Can be to simplify by formula (1), as shown in formula (2):
S202, IDF values are calculated
Shown in traditional IDF values formula such as formula (3):
By IDF formula it is found that if including this feature item tjNumber of files more at most IDF values more level off to 0, it is apparent that this
Distribution situation of the characteristic item in class between class is not accounted for, therefore, IDF formula are improved to as shown in formula (4):
Wherein, N is Training document sum;N is to include this feature item tjNumber of files;M is classification CiIn include this feature item
tjNumber of files;K is except classification CiIt is outer other kinds comprising this feature item tjNumber of files;There is n=m+k.

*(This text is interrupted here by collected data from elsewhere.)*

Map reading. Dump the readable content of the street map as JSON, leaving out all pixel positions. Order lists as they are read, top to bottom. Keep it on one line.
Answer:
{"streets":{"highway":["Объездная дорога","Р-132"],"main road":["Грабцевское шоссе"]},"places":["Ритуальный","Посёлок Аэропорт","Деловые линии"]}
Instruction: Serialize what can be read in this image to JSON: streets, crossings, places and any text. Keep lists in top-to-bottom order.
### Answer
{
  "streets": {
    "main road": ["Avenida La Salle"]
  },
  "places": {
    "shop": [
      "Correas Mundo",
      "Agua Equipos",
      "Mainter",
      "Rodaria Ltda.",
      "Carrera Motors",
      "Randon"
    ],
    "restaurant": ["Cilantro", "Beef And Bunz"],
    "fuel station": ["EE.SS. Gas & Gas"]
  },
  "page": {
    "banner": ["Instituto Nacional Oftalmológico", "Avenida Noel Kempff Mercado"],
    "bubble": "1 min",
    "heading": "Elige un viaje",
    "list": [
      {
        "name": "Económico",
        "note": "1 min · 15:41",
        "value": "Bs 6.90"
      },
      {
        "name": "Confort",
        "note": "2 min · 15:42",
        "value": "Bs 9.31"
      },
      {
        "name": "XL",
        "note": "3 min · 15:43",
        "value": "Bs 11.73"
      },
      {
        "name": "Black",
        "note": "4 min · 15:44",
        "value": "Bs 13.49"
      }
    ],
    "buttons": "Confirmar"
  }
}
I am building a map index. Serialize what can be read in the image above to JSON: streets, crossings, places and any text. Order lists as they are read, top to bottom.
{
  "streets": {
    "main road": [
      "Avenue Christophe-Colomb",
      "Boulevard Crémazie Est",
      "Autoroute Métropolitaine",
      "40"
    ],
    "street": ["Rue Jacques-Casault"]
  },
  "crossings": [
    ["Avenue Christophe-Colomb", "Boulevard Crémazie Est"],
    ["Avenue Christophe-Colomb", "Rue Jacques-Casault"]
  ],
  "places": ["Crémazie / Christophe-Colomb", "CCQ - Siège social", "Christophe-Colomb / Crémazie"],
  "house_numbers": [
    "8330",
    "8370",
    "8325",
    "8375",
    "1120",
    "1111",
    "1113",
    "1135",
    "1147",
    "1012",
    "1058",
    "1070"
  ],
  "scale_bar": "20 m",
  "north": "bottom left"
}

Formula (4) is analyzed, ifThen have:
If m1>m2, then have f (m1)>f(m2), it can thus be appreciated that f (m) and m is proportional relationship, it is inversely prroportional relationship with k, reaches
The improvement considered in characteristic item class with distribution between class situation, i.e. this IDF values meet characteristic item tjIn classification CiIn frequently go out
Now, and in other classifications occur obtaining higher value when less condition.
S203, ICF values are calculated
In Training document set, tends not to ensure that all categories number of documents is identical, cause number of documents about class
Other distribution situation tilts, and when it is this it is unbalanced occur when, such as when certain category documents number is less, IDF can hardly
Inhibiting effect is played, weight is caused to be biased to depend on χ2It is higher to eventually lead to CTW values for statistic;
Therefore inverse classification frequency ICF values are added and make up inhibition strength, as shown in formula (6):
Wherein, p is whole categorical measures of Training document set;Q is to include characteristic item tjCategorical measure, when including spy
Levy item tjClassification it is more when ICF values more level off to 0, i.e. this feature item tjRepresentativeness it is poorer, weighted value is lower.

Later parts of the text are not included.